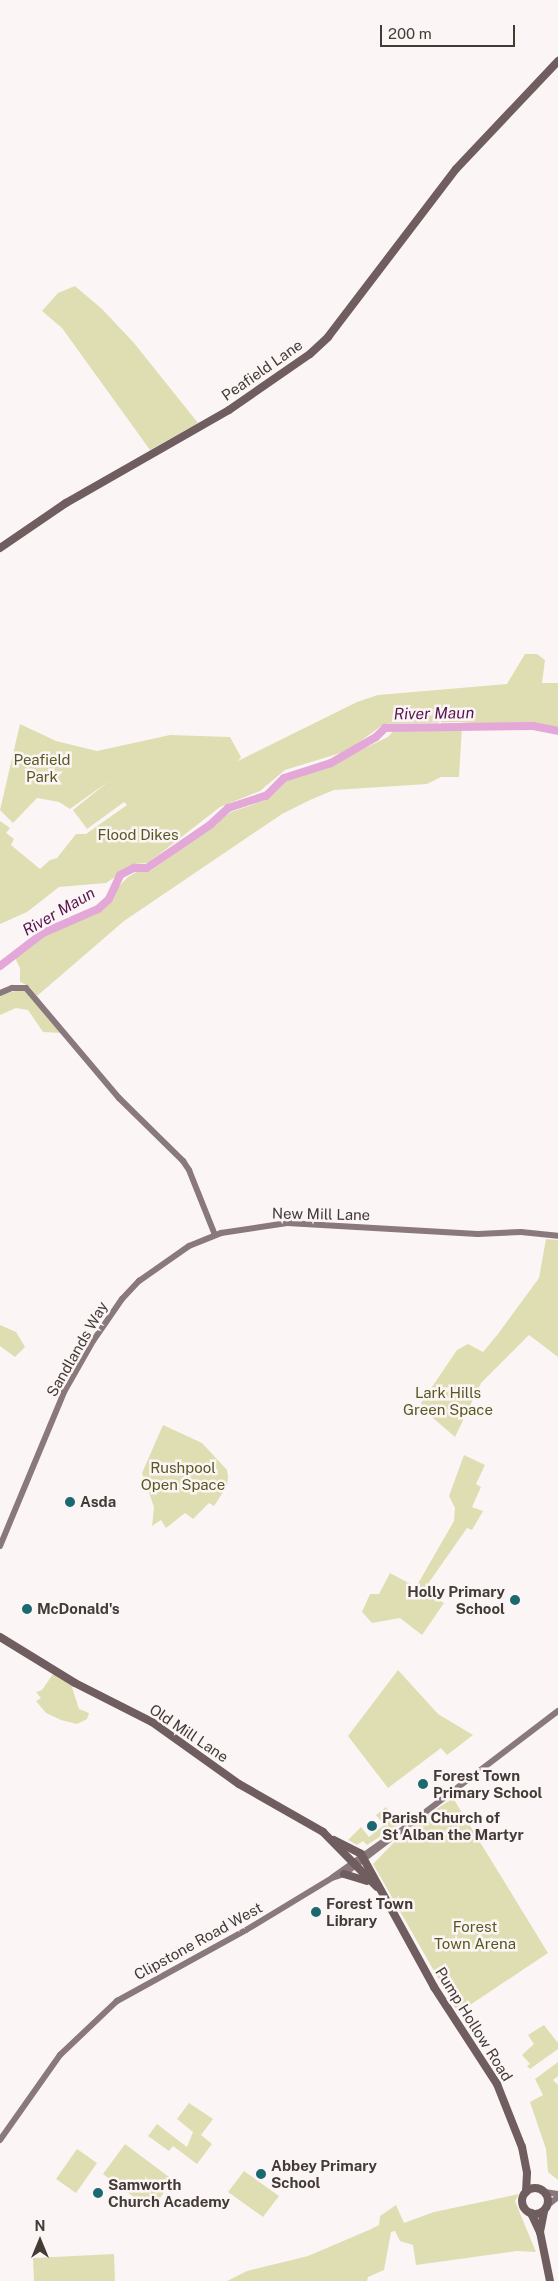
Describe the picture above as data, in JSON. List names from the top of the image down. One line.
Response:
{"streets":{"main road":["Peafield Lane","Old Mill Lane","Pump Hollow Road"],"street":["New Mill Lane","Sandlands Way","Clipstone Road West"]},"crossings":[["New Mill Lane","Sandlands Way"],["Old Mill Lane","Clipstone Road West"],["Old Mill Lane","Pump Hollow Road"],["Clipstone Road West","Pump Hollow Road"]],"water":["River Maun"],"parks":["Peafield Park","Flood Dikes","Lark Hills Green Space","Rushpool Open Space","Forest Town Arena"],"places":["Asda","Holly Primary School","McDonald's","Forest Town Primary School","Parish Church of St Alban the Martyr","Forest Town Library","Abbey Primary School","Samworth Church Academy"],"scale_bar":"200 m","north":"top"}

EXERCISE –
Could you repeat the data exactly, omitting its pictures?

YOUR RESPONSE –
Describe the picture above as data, in JSON. List names from the top of the image down. One line.
Response:
{"streets":{"main road":["Peafield Lane","Old Mill Lane","Pump Hollow Road"],"street":["New Mill Lane","Sandlands Way","Clipstone Road West"]},"crossings":[["New Mill Lane","Sandlands Way"],["Old Mill Lane","Clipstone Road West"],["Old Mill Lane","Pump Hollow Road"],["Clipstone Road West","Pump Hollow Road"]],"water":["River Maun"],"parks":["Peafield Park","Flood Dikes","Lark Hills Green Space","Rushpool Open Space","Forest Town Arena"],"places":["Asda","Holly Primary School","McDonald's","Forest Town Primary School","Parish Church of St Alban the Martyr","Forest Town Library","Abbey Primary School","Samworth Church Academy"],"scale_bar":"200 m","north":"top"}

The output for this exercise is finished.